🤖 AI Summary
This work addresses the vulnerability of federated learning to data poisoning attacks, noting that existing generative approaches—such as GANs—often produce malicious samples that exhibit statistical inconsistencies, rendering them easily detectable. To overcome this limitation, the paper introduces PCDM, the first framework to leverage conditional diffusion models for federated poisoning attacks. PCDM enables fine-grained control over locally crafted malicious data through tunable poisoning vectors and incorporates a skip-diffusion strategy to enhance generation efficiency. Extensive experiments across five benchmark datasets—MNIST, Fashion-MNIST, CIFAR-10, CIFAR-100, and VRAI—demonstrate that PCDM significantly degrades global model accuracy while achieving superior stealthiness, thereby evading detection by state-of-the-art Byzantine-robust aggregation mechanisms more effectively than prior methods.
📝 Abstract
Federated learning (FL) is vulnerable to data poisoning attacks due to its distributed nature. Although recent GAN-based data poisoning methods have indicated the potential of using generative AI to generate seemingly legitimate poisoned data, the inherent consistency of GAN outputs can still reveal a sign of data poisoning. In this paper, we propose a diffusion-based data poisoning framework against FL systems, which leverages a Poisoning-Oriented Conditional Diffusion Model (PCDM) to enable fine-grained control over the local generation of poisoned data while ensuring both attack effectiveness and stealthiness. Our PCDM incorporates an adjustable poisoning vector within the global context to precisely control the generation of poisoned data, with theoretical guarantees on attack performance. Furthermore, it employs a novel jumping diffusion strategy for lightweight and efficient poisoned data generation.

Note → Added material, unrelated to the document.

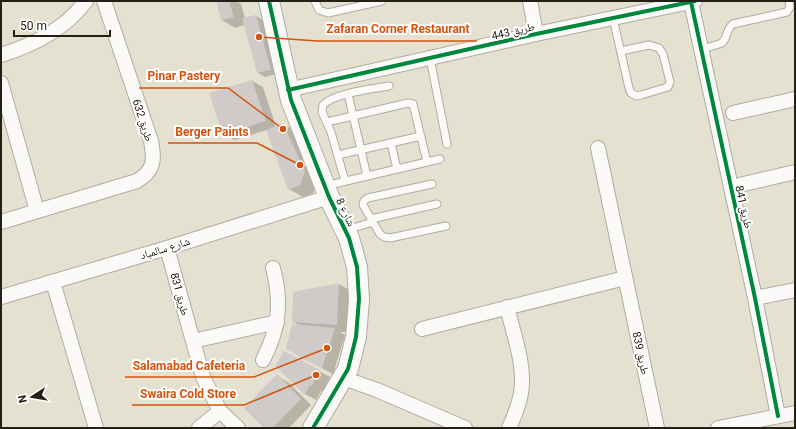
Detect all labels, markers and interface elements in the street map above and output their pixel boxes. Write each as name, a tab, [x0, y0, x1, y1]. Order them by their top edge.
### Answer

We conduct the most systematic and broad experimental evaluation for FL poisoning attacks against various defenses, including advanced Byzantine robust aggregation mechanisms, on four open datasets: MNIST, Fashion-MNIST, CIFAR-10, CIFAR-100, and a real-world wireless-specific dataset VRAI. Our results demonstrate that PCDM is less likely to exhibit statistical anomalies compared with the state-of-the-art methods while more effectively degrading global FL performance, which poses a significant risk to data security in FL.